Print, exactly as written, the line containing "Give me a JSON" and every line after it, ending with the final line of the data below.

++++ GIVEN RECORDS ++++

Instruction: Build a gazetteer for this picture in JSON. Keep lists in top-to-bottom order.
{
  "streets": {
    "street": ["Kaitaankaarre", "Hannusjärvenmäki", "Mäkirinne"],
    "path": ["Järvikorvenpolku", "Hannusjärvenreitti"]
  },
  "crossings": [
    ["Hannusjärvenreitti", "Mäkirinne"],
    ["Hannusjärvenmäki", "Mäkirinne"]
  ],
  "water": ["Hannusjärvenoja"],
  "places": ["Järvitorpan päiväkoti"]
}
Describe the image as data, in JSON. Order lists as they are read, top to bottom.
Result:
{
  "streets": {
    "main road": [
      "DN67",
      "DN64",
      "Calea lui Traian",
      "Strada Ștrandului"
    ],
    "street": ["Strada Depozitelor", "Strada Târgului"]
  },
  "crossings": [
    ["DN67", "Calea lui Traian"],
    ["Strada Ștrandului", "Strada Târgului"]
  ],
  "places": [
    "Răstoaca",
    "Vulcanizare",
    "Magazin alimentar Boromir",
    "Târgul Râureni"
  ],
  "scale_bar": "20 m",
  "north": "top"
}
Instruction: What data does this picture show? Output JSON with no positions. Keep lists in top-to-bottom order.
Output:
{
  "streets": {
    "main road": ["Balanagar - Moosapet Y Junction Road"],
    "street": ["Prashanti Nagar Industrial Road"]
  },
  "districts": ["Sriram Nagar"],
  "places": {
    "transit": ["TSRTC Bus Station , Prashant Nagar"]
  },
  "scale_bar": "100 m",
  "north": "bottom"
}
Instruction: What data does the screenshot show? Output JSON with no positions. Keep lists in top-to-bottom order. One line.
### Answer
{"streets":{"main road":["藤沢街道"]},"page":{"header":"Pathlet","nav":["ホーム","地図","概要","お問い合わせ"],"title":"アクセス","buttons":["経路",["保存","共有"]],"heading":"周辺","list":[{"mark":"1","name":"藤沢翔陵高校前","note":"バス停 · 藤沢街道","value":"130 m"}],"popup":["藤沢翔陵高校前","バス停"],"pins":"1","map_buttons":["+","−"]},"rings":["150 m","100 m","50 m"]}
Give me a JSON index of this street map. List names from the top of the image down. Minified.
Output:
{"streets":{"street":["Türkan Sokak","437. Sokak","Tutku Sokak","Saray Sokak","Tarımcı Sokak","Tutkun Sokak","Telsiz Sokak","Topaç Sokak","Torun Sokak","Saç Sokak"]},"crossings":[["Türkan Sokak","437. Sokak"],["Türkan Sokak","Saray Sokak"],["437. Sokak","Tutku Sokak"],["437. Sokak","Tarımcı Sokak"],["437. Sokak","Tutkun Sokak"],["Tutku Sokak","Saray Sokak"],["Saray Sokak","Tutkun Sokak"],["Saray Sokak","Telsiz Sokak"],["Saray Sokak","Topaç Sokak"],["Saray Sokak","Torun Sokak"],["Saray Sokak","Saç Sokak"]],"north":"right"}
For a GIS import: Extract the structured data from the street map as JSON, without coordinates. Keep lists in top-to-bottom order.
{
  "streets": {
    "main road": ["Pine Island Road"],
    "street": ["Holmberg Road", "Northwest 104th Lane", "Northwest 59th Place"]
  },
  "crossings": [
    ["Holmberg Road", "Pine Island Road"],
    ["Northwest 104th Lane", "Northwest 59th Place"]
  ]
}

++++

__RESULT OF THIS EXERCISE__:
Give me a JSON index of this street map. List names from the top of the image down. Minified.
Output:
{"streets":{"street":["Türkan Sokak","437. Sokak","Tutku Sokak","Saray Sokak","Tarımcı Sokak","Tutkun Sokak","Telsiz Sokak","Topaç Sokak","Torun Sokak","Saç Sokak"]},"crossings":[["Türkan Sokak","437. Sokak"],["Türkan Sokak","Saray Sokak"],["437. Sokak","Tutku Sokak"],["437. Sokak","Tarımcı Sokak"],["437. Sokak","Tutkun Sokak"],["Tutku Sokak","Saray Sokak"],["Saray Sokak","Tutkun Sokak"],["Saray Sokak","Telsiz Sokak"],["Saray Sokak","Topaç Sokak"],["Saray Sokak","Torun Sokak"],["Saray Sokak","Saç Sokak"]],"north":"right"}
For a GIS import: Extract the structured data from the street map as JSON, without coordinates. Keep lists in top-to-bottom order.
{
  "streets": {
    "main road": ["Pine Island Road"],
    "street": ["Holmberg Road", "Northwest 104th Lane", "Northwest 59th Place"]
  },
  "crossings": [
    ["Holmberg Road", "Pine Island Road"],
    ["Northwest 104th Lane", "Northwest 59th Place"]
  ]
}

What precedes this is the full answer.